To run a single benchmark, we just need to run the main function. I use the launcher - enso run benchmark-file.enso. The Run_All.enso is just a shortcut to run all of these.

How to warm it up

I run the benchmark on a 1 million row table 100 times. We can then look at the graphs to see after how many iterations the performance improves.

When comparing the average run times, I was dropping the first 40 iterations and working with averages over the last 60 iterations, assuming that 40 iterations was enough for these 10^6 loops to sufficiently warm up.

I'm not sure how better we can measure the warm up in a more precise manner, I'm open to receiving help in that regard.

On the other hand, I think this methodology, while rather simple, may actually be good for us (feel free to prove me wrong).

It may not measure the highest peak performance, if I do not warm up it enough. However, I assume that our users will most often use the Table library on data on the order of magnitude of 10k to 100M rows, and so it seems that we may be most interested in performance on such magnitudes after 1-2 runs. If peak performance is achieved too late, it will not be noticed by the user and what we care most about is that Enso runs smoothly when working live. So this seemed like a good enough measurement of the execution times that the users will 'feel'.

How to compare the results

I may need more clarification what you are asking for here. Practically, I was using the workflow I linked below - I can add it to the repository if you think it is worth it. In the workflow we load a file and can then choose which benchmark we display, we can view the scatterplot and compute average runtimes and relative differences between averages.
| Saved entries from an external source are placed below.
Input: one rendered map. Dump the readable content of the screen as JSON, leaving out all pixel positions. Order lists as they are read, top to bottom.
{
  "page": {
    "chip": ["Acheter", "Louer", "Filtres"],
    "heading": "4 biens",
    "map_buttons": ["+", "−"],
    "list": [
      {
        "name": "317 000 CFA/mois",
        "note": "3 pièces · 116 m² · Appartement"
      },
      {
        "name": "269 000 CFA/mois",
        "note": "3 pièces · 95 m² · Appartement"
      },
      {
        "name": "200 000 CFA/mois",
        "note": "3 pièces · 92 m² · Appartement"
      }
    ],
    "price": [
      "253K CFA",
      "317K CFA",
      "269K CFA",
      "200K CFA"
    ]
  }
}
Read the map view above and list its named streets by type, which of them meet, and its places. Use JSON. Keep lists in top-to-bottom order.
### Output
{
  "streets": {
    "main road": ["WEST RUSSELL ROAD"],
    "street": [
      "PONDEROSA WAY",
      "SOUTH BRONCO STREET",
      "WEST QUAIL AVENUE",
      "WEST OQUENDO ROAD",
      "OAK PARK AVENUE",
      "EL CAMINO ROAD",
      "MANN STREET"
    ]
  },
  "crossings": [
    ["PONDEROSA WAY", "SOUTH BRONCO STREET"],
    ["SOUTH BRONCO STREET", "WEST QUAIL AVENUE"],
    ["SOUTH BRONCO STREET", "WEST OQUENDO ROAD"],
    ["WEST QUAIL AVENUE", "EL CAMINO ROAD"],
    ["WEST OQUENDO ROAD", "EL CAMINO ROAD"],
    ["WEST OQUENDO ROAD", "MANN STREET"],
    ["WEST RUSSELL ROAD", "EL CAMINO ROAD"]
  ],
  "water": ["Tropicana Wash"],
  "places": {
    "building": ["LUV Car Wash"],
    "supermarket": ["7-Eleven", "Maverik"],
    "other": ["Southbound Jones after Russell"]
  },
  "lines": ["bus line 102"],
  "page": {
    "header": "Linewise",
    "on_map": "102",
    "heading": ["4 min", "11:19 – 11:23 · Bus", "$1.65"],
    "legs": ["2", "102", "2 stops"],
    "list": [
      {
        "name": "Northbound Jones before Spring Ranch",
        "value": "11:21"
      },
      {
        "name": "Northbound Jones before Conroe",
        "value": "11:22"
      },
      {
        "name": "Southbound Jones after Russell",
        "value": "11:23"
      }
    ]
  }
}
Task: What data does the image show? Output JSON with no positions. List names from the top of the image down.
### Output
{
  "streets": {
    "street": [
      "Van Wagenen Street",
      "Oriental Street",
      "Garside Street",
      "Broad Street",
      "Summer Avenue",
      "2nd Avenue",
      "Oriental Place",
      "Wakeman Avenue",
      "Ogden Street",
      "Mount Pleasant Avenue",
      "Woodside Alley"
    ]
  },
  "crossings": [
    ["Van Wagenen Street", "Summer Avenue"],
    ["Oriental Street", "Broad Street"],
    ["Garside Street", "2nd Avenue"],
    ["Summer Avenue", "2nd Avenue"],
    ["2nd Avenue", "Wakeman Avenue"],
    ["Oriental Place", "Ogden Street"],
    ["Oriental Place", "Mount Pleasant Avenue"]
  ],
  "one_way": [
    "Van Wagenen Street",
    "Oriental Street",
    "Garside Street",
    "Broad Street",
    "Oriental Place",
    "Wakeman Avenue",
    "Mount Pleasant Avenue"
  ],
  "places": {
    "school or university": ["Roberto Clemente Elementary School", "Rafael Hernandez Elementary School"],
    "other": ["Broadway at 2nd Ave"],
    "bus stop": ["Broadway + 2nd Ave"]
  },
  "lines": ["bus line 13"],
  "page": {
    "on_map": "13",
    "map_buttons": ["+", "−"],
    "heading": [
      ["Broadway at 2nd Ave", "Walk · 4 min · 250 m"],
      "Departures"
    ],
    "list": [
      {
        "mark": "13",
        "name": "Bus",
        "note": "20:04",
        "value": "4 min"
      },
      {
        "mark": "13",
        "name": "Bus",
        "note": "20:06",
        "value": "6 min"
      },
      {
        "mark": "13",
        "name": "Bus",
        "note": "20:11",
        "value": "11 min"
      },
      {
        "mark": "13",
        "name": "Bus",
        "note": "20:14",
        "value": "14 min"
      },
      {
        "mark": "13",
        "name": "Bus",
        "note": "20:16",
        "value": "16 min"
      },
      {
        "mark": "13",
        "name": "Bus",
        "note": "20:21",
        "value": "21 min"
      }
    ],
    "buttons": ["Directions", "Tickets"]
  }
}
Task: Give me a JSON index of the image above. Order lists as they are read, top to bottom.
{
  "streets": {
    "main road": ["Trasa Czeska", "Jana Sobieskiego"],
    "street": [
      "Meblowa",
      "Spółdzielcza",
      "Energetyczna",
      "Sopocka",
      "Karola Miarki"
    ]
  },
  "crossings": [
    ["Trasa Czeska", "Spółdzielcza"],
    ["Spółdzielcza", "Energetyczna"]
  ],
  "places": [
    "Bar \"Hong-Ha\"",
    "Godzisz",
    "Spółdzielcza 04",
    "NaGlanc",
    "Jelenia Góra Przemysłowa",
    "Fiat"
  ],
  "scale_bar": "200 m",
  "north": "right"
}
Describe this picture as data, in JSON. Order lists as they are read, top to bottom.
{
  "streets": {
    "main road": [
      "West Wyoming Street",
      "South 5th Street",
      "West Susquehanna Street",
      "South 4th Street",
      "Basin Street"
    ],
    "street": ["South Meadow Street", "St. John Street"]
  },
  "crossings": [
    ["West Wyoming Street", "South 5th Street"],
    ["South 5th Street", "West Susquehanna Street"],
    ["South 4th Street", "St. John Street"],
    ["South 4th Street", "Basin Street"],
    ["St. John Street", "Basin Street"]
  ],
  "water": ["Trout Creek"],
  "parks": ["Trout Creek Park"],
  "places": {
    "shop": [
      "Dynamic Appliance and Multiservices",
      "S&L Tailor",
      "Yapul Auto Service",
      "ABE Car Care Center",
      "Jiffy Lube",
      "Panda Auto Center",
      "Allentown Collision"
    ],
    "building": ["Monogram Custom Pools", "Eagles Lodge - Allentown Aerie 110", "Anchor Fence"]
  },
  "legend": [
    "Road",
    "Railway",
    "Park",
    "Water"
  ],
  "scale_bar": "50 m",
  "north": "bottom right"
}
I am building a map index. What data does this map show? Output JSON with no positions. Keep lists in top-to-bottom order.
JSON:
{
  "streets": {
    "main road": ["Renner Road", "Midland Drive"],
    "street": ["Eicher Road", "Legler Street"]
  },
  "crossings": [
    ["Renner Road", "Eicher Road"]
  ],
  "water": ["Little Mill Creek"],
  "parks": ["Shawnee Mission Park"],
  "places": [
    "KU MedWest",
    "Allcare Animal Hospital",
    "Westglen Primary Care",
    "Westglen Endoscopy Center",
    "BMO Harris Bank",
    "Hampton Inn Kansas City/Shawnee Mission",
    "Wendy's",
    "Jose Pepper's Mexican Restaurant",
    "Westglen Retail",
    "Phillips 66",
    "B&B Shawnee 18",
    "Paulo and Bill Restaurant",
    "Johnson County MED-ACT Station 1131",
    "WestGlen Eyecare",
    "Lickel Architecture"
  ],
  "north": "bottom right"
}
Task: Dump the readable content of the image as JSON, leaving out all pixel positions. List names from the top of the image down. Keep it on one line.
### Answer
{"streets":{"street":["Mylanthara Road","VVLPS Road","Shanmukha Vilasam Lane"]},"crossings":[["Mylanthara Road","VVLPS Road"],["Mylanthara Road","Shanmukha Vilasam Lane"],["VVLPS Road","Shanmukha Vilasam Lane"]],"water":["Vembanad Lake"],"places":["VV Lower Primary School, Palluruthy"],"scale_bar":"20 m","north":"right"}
In terms of 'what' we are comparing:

I've created a separate Enso type for different types of 'tasks'. Each Enso type represents one 'thing we want to compute' - like adding two columns, executing some function over a column returning a new column or a scalar. Then, each method inside of this type represents one 'approach' - i.e. one particular implementation getting us that results. We can compare various methods performance between each other within a single 'task' to see which one is most efficient.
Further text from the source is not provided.